[Exercise aim] The entire listing below needs to be transcribed word for word.

[Input material]
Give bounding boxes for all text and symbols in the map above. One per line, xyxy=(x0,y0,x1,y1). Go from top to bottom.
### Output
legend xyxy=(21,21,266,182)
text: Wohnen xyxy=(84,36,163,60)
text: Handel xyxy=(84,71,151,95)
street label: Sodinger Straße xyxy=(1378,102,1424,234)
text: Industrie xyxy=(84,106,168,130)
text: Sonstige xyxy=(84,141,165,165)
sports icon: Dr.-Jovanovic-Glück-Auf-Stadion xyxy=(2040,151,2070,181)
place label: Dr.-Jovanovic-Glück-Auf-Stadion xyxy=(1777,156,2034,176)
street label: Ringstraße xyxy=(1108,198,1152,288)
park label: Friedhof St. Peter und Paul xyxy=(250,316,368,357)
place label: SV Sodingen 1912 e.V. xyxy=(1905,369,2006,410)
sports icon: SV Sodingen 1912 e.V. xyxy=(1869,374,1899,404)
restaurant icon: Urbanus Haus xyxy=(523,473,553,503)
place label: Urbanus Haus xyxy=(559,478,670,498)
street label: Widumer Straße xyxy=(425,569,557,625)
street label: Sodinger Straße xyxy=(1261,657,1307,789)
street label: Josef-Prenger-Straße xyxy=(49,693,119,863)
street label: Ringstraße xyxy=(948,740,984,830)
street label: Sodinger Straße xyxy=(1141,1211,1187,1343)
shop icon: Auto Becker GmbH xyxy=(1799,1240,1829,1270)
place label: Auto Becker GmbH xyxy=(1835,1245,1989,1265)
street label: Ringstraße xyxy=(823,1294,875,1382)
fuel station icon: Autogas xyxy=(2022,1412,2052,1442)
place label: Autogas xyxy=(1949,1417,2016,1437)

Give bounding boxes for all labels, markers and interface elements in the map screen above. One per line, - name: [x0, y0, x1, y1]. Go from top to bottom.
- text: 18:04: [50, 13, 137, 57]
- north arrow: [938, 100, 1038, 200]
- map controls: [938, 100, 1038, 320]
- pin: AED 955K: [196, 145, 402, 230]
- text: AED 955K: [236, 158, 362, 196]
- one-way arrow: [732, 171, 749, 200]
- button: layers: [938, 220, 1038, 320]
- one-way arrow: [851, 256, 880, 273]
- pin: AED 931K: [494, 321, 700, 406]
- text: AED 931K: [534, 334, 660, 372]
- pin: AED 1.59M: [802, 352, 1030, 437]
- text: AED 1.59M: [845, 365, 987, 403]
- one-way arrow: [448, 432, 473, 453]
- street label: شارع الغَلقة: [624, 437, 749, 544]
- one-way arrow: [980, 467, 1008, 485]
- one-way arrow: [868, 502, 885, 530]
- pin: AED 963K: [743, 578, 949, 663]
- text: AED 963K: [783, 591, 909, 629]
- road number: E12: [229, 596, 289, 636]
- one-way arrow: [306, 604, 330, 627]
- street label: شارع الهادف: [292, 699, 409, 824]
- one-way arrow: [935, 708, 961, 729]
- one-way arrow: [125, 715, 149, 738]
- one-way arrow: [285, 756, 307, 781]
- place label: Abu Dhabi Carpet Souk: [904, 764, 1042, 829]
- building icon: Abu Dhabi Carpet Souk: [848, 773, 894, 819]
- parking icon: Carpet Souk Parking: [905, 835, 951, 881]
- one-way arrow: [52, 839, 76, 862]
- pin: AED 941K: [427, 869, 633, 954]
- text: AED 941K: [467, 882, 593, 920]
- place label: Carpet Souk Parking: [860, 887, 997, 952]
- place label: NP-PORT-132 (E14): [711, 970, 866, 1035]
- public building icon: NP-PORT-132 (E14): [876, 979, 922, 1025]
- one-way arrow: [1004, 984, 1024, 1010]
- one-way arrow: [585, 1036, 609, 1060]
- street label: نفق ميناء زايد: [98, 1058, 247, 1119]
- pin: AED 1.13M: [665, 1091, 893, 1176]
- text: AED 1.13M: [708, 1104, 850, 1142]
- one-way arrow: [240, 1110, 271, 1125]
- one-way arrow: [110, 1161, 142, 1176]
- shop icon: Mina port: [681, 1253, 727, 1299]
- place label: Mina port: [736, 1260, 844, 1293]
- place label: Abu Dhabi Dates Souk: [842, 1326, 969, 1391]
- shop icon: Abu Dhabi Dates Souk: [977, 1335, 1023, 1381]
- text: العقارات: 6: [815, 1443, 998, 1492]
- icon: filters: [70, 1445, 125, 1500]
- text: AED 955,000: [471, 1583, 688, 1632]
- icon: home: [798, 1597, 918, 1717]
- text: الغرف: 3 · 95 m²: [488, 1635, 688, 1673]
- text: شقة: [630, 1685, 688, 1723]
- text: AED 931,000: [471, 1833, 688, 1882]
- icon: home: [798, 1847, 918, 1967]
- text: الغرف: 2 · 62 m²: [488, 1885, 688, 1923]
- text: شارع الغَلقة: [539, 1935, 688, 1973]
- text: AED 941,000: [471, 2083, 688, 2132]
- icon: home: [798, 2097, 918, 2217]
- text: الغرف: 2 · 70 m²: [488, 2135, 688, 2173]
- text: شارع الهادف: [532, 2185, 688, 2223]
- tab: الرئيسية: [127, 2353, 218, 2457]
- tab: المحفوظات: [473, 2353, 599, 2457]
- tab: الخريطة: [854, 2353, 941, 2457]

[Solution to the exercise]
Give bounding boxes for all text and symbols in the map above. One per line, xyxy=(x0,y0,x1,y1). Go from top to bottom.
### Output
legend xyxy=(21,21,266,182)
text: Wohnen xyxy=(84,36,163,60)
text: Handel xyxy=(84,71,151,95)
street label: Sodinger Straße xyxy=(1378,102,1424,234)
text: Industrie xyxy=(84,106,168,130)
text: Sonstige xyxy=(84,141,165,165)
sports icon: Dr.-Jovanovic-Glück-Auf-Stadion xyxy=(2040,151,2070,181)
place label: Dr.-Jovanovic-Glück-Auf-Stadion xyxy=(1777,156,2034,176)
street label: Ringstraße xyxy=(1108,198,1152,288)
park label: Friedhof St. Peter und Paul xyxy=(250,316,368,357)
place label: SV Sodingen 1912 e.V. xyxy=(1905,369,2006,410)
sports icon: SV Sodingen 1912 e.V. xyxy=(1869,374,1899,404)
restaurant icon: Urbanus Haus xyxy=(523,473,553,503)
place label: Urbanus Haus xyxy=(559,478,670,498)
street label: Widumer Straße xyxy=(425,569,557,625)
street label: Sodinger Straße xyxy=(1261,657,1307,789)
street label: Josef-Prenger-Straße xyxy=(49,693,119,863)
street label: Ringstraße xyxy=(948,740,984,830)
street label: Sodinger Straße xyxy=(1141,1211,1187,1343)
shop icon: Auto Becker GmbH xyxy=(1799,1240,1829,1270)
place label: Auto Becker GmbH xyxy=(1835,1245,1989,1265)
street label: Ringstraße xyxy=(823,1294,875,1382)
fuel station icon: Autogas xyxy=(2022,1412,2052,1442)
place label: Autogas xyxy=(1949,1417,2016,1437)

Give bounding boxes for all labels, markers and interface elements in the map screen above. One per line, - name: [x0, y0, x1, y1]. Go from top to bottom.
- text: 18:04: [50, 13, 137, 57]
- north arrow: [938, 100, 1038, 200]
- map controls: [938, 100, 1038, 320]
- pin: AED 955K: [196, 145, 402, 230]
- text: AED 955K: [236, 158, 362, 196]
- one-way arrow: [732, 171, 749, 200]
- button: layers: [938, 220, 1038, 320]
- one-way arrow: [851, 256, 880, 273]
- pin: AED 931K: [494, 321, 700, 406]
- text: AED 931K: [534, 334, 660, 372]
- pin: AED 1.59M: [802, 352, 1030, 437]
- text: AED 1.59M: [845, 365, 987, 403]
- one-way arrow: [448, 432, 473, 453]
- street label: شارع الغَلقة: [624, 437, 749, 544]
- one-way arrow: [980, 467, 1008, 485]
- one-way arrow: [868, 502, 885, 530]
- pin: AED 963K: [743, 578, 949, 663]
- text: AED 963K: [783, 591, 909, 629]
- road number: E12: [229, 596, 289, 636]
- one-way arrow: [306, 604, 330, 627]
- street label: شارع الهادف: [292, 699, 409, 824]
- one-way arrow: [935, 708, 961, 729]
- one-way arrow: [125, 715, 149, 738]
- one-way arrow: [285, 756, 307, 781]
- place label: Abu Dhabi Carpet Souk: [904, 764, 1042, 829]
- building icon: Abu Dhabi Carpet Souk: [848, 773, 894, 819]
- parking icon: Carpet Souk Parking: [905, 835, 951, 881]
- one-way arrow: [52, 839, 76, 862]
- pin: AED 941K: [427, 869, 633, 954]
- text: AED 941K: [467, 882, 593, 920]
- place label: Carpet Souk Parking: [860, 887, 997, 952]
- place label: NP-PORT-132 (E14): [711, 970, 866, 1035]
- public building icon: NP-PORT-132 (E14): [876, 979, 922, 1025]
- one-way arrow: [1004, 984, 1024, 1010]
- one-way arrow: [585, 1036, 609, 1060]
- street label: نفق ميناء زايد: [98, 1058, 247, 1119]
- pin: AED 1.13M: [665, 1091, 893, 1176]
- text: AED 1.13M: [708, 1104, 850, 1142]
- one-way arrow: [240, 1110, 271, 1125]
- one-way arrow: [110, 1161, 142, 1176]
- shop icon: Mina port: [681, 1253, 727, 1299]
- place label: Mina port: [736, 1260, 844, 1293]
- place label: Abu Dhabi Dates Souk: [842, 1326, 969, 1391]
- shop icon: Abu Dhabi Dates Souk: [977, 1335, 1023, 1381]
- text: العقارات: 6: [815, 1443, 998, 1492]
- icon: filters: [70, 1445, 125, 1500]
- text: AED 955,000: [471, 1583, 688, 1632]
- icon: home: [798, 1597, 918, 1717]
- text: الغرف: 3 · 95 m²: [488, 1635, 688, 1673]
- text: شقة: [630, 1685, 688, 1723]
- text: AED 931,000: [471, 1833, 688, 1882]
- icon: home: [798, 1847, 918, 1967]
- text: الغرف: 2 · 62 m²: [488, 1885, 688, 1923]
- text: شارع الغَلقة: [539, 1935, 688, 1973]
- text: AED 941,000: [471, 2083, 688, 2132]
- icon: home: [798, 2097, 918, 2217]
- text: الغرف: 2 · 70 m²: [488, 2135, 688, 2173]
- text: شارع الهادف: [532, 2185, 688, 2223]
- tab: الرئيسية: [127, 2353, 218, 2457]
- tab: المحفوظات: [473, 2353, 599, 2457]
- tab: الخريطة: [854, 2353, 941, 2457]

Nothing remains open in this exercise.